PROMPT = Filter the material, keeping only lines with the word "from".

MATERIAL TO PROCESS =
▶

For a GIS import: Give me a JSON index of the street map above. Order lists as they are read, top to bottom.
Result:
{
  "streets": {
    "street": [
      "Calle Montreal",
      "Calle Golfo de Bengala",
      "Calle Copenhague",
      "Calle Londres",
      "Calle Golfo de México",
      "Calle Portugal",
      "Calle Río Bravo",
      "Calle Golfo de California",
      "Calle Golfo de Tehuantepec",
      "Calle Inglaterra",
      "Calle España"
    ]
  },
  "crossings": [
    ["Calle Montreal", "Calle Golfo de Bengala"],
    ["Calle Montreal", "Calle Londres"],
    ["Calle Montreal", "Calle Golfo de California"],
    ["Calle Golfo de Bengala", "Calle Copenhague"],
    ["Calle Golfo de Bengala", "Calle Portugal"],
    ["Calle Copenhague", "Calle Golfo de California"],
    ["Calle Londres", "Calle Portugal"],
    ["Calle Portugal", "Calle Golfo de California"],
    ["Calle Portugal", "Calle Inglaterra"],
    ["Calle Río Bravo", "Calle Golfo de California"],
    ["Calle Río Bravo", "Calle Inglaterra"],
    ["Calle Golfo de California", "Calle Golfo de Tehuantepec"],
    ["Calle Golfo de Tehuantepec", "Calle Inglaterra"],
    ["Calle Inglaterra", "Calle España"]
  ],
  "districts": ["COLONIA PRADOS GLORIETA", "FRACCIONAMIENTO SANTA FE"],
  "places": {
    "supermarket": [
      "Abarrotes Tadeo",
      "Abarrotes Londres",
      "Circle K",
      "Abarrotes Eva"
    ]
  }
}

◀
▶

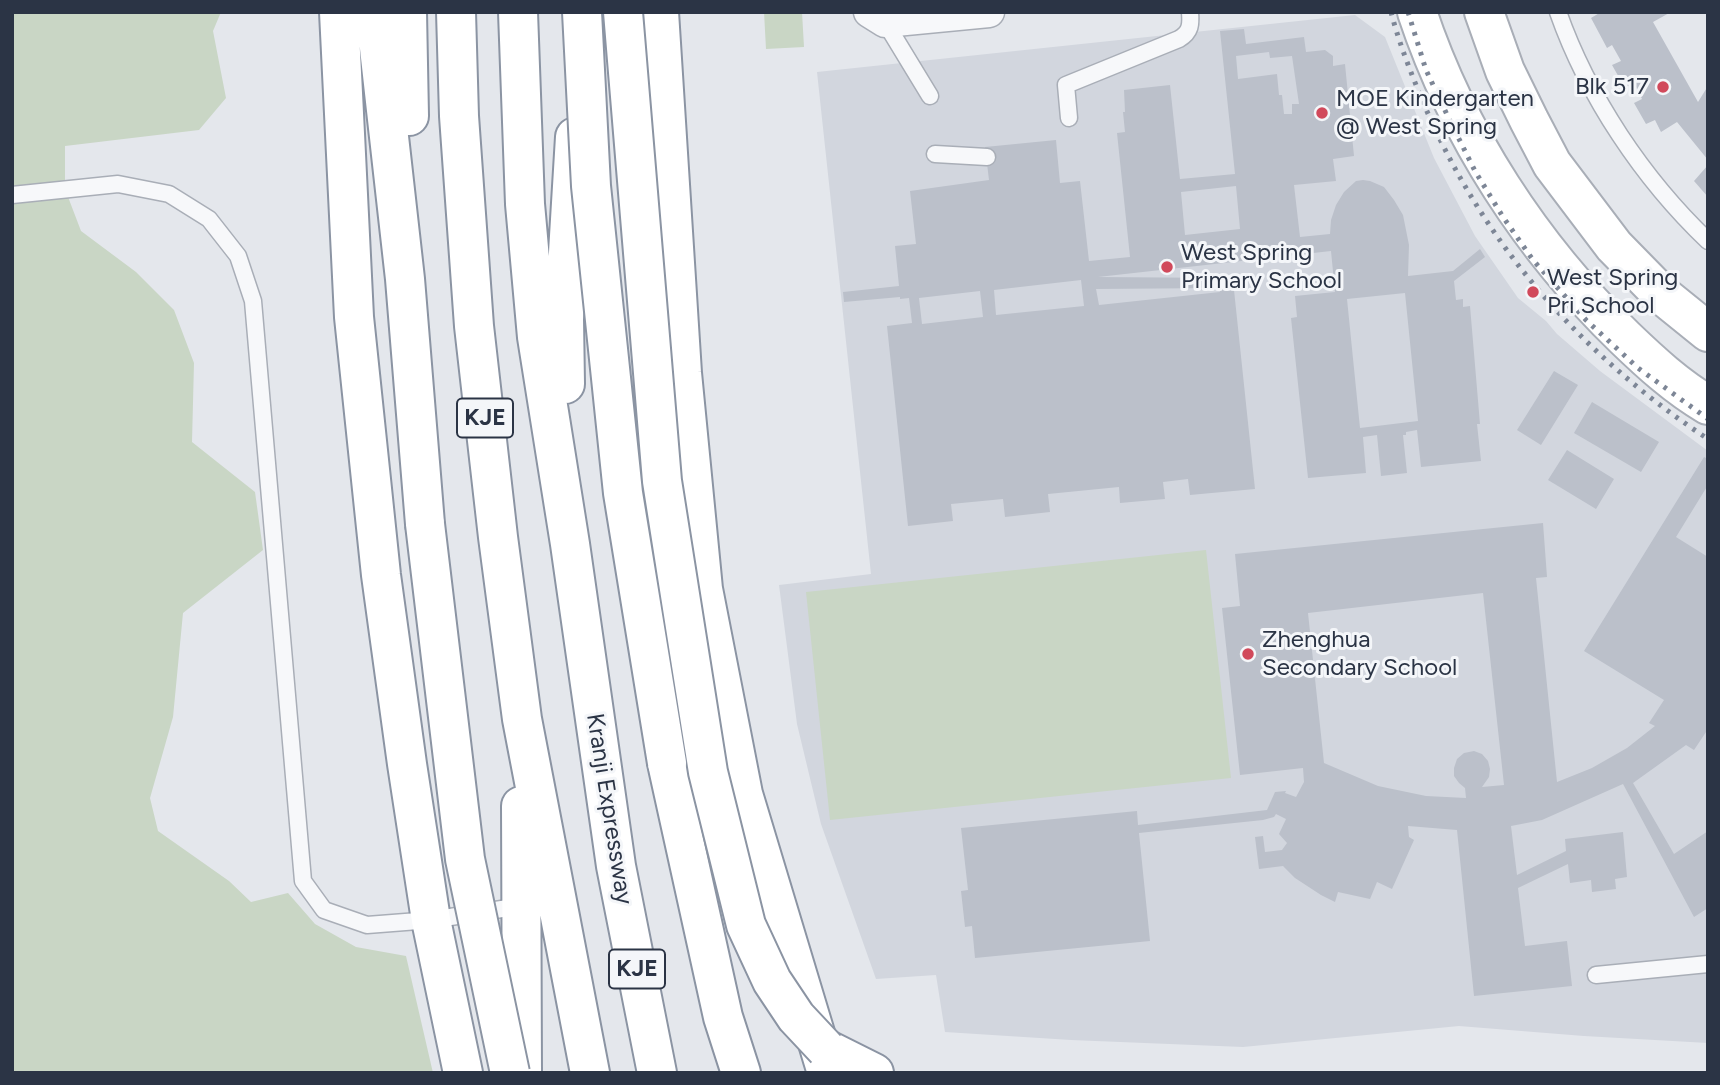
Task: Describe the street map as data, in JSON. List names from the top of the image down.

◀
▶

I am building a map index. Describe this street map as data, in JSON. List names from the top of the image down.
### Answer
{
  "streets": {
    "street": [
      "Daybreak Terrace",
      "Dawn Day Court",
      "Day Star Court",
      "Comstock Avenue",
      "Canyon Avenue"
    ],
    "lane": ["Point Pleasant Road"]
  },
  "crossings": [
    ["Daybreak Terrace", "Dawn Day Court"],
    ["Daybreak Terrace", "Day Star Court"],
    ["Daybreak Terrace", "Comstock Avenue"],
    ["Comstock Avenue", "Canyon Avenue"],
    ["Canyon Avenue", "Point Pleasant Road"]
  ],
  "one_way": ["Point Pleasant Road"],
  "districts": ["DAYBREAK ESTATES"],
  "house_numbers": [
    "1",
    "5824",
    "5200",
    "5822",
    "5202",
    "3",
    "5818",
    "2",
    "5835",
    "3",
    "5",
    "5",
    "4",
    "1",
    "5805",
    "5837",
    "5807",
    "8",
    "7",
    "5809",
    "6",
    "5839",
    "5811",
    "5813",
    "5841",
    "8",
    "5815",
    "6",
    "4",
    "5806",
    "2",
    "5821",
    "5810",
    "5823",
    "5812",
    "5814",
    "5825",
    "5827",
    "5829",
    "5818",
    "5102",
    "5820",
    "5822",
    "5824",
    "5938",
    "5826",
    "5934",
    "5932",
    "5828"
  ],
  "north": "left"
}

◀

WRITTEN SOLUTION =
Task: Describe the street map as data, in JSON. List names from the top of the image down.
I am building a map index. Describe this street map as data, in JSON. List names from the top of the image down.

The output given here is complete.